Transcribe the lines from the start of the data below through the line with "ctx.lineJoin = 'round';", word for word and nothing more.

» **Supplied data**
=== Begin Enclosure ===
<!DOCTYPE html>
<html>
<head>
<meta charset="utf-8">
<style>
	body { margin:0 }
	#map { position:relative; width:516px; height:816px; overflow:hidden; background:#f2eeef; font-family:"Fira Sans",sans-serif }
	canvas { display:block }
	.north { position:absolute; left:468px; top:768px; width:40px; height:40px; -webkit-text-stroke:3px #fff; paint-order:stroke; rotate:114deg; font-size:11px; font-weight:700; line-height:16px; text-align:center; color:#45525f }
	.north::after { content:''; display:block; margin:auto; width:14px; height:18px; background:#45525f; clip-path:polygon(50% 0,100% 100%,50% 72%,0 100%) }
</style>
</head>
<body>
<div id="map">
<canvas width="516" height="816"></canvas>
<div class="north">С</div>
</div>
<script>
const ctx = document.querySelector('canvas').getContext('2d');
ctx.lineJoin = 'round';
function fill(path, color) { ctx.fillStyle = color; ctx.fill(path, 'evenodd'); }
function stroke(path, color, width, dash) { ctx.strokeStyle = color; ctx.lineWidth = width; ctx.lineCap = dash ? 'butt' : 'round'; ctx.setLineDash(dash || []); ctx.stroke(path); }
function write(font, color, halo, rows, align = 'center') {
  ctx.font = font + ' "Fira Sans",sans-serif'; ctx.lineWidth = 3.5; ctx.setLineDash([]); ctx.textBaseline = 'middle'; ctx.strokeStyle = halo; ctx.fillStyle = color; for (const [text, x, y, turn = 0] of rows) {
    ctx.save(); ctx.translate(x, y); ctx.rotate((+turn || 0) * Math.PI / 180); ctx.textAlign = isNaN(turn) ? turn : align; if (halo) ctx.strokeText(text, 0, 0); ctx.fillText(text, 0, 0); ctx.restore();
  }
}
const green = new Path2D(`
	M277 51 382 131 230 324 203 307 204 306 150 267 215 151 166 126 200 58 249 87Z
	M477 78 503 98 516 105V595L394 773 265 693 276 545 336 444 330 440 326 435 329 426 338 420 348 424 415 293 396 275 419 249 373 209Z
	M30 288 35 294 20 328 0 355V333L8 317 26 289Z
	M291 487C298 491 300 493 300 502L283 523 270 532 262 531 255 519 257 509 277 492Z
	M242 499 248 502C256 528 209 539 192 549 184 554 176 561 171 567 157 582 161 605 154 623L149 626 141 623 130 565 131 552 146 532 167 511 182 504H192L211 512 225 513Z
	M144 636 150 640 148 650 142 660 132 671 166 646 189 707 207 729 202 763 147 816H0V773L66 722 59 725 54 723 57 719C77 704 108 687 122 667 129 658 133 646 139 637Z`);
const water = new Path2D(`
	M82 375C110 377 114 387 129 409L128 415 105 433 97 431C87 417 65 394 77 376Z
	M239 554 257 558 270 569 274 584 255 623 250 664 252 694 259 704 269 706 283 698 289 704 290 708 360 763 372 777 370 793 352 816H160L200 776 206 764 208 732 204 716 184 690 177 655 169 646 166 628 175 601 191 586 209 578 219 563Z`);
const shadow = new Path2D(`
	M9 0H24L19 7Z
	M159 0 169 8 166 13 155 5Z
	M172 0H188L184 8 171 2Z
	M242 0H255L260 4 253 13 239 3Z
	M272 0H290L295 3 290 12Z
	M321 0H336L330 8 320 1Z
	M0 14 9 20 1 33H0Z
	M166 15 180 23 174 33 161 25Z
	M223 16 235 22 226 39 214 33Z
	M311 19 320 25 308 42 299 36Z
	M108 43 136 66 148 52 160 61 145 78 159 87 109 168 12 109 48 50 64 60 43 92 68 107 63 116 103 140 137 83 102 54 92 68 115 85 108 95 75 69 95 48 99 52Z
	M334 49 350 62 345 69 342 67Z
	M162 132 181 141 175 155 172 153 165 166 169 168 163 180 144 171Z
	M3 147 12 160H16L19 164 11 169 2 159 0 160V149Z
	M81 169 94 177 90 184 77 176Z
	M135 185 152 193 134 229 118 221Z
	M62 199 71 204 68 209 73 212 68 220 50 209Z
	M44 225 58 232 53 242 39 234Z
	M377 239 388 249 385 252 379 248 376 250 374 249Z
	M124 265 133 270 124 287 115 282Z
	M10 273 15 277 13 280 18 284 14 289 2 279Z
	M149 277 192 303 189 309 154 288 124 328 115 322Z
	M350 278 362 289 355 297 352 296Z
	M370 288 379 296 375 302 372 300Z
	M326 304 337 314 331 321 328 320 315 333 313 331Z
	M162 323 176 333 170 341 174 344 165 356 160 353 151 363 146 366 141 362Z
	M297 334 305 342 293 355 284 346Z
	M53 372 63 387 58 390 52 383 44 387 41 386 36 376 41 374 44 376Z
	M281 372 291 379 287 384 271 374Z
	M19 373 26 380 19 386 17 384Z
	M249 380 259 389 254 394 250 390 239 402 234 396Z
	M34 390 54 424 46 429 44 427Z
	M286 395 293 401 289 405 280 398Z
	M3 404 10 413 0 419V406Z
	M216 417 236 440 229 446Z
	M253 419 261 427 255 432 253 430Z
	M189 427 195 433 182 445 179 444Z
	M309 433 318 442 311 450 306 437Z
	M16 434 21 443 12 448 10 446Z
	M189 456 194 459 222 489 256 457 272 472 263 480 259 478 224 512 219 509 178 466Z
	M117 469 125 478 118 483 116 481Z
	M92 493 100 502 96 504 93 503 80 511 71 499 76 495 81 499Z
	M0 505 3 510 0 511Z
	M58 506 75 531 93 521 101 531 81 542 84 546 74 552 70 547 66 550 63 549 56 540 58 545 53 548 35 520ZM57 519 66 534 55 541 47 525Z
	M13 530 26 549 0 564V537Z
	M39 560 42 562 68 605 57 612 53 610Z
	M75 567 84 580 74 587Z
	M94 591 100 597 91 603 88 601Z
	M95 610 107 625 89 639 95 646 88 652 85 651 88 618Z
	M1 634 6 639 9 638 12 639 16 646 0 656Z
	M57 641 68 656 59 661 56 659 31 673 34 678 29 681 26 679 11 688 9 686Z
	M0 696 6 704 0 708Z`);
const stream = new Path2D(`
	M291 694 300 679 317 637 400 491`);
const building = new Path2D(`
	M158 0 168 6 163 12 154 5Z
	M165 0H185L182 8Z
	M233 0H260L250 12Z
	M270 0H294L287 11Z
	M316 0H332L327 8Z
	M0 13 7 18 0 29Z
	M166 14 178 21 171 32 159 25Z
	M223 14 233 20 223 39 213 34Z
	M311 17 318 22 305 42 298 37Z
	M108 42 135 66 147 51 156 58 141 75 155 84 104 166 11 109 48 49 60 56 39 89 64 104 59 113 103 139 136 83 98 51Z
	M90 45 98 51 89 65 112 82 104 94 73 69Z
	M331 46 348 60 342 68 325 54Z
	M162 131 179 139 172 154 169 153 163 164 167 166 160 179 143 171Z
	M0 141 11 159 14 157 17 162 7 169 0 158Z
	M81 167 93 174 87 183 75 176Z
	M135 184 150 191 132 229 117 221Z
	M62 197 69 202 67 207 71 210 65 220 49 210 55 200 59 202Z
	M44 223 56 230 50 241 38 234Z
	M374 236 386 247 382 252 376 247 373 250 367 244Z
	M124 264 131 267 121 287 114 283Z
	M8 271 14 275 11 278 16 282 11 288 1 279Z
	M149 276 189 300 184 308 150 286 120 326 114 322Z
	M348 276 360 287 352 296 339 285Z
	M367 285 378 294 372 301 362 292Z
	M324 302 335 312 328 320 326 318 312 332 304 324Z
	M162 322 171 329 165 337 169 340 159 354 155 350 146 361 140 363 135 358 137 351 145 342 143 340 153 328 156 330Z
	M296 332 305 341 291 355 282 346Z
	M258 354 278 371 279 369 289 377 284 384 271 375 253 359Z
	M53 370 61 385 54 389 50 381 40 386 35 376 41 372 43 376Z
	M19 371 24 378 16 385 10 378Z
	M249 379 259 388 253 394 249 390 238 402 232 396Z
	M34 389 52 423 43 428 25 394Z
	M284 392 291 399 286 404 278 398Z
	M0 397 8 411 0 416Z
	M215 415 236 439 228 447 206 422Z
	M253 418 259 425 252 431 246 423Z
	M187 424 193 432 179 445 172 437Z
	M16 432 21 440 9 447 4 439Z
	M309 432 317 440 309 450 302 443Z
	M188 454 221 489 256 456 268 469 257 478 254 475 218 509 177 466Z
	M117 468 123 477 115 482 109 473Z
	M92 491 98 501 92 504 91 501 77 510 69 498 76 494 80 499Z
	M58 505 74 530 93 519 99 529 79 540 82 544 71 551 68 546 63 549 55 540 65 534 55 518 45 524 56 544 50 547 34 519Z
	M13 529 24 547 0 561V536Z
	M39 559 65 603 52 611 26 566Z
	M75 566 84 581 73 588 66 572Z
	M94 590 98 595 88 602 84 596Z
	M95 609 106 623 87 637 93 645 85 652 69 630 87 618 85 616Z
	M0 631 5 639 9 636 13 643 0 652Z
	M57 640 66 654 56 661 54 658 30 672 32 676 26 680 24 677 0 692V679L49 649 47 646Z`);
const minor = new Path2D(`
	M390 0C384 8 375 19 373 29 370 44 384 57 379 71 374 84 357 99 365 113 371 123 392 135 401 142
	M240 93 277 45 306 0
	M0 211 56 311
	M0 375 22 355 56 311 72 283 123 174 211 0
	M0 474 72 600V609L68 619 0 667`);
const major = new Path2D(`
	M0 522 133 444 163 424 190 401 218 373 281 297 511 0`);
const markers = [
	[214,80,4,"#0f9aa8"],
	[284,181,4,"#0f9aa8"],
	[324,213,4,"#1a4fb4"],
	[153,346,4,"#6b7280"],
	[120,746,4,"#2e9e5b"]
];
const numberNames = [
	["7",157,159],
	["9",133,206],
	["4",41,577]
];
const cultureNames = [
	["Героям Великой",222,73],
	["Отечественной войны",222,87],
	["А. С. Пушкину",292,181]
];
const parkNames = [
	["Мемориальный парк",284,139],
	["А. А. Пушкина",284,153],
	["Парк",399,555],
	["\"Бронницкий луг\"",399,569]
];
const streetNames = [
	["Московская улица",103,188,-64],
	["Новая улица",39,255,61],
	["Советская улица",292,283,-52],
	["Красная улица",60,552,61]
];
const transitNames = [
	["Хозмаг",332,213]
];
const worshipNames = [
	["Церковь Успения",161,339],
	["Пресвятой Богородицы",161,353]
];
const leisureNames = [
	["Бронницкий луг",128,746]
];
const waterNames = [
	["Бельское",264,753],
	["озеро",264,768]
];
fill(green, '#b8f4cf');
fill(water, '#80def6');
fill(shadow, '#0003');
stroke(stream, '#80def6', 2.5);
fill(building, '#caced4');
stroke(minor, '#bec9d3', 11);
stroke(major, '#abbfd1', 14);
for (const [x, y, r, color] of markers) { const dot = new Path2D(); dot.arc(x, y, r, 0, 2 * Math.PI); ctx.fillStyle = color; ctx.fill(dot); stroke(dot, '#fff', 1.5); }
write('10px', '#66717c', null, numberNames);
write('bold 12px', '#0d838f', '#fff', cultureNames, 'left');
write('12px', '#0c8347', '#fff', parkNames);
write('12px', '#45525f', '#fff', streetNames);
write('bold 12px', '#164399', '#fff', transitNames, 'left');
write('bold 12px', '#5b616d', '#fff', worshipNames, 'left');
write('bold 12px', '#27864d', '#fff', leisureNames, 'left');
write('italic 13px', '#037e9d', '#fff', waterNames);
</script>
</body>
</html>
=== End Enclosure ===
» **Result of this exercise**
<!DOCTYPE html>
<html>
<head>
<meta charset="utf-8">
<style>
	body { margin:0 }
	#map { position:relative; width:516px; height:816px; overflow:hidden; background:#f2eeef; font-family:"Fira Sans",sans-serif }
	canvas { display:block }
	.north { position:absolute; left:468px; top:768px; width:40px; height:40px; -webkit-text-stroke:3px #fff; paint-order:stroke; rotate:114deg; font-size:11px; font-weight:700; line-height:16px; text-align:center; color:#45525f }
	.north::after { content:''; display:block; margin:auto; width:14px; height:18px; background:#45525f; clip-path:polygon(50% 0,100% 100%,50% 72%,0 100%) }
</style>
</head>
<body>
<div id="map">
<canvas width="516" height="816"></canvas>
<div class="north">С</div>
</div>
<script>
const ctx = document.querySelector('canvas').getContext('2d');
ctx.lineJoin = 'round';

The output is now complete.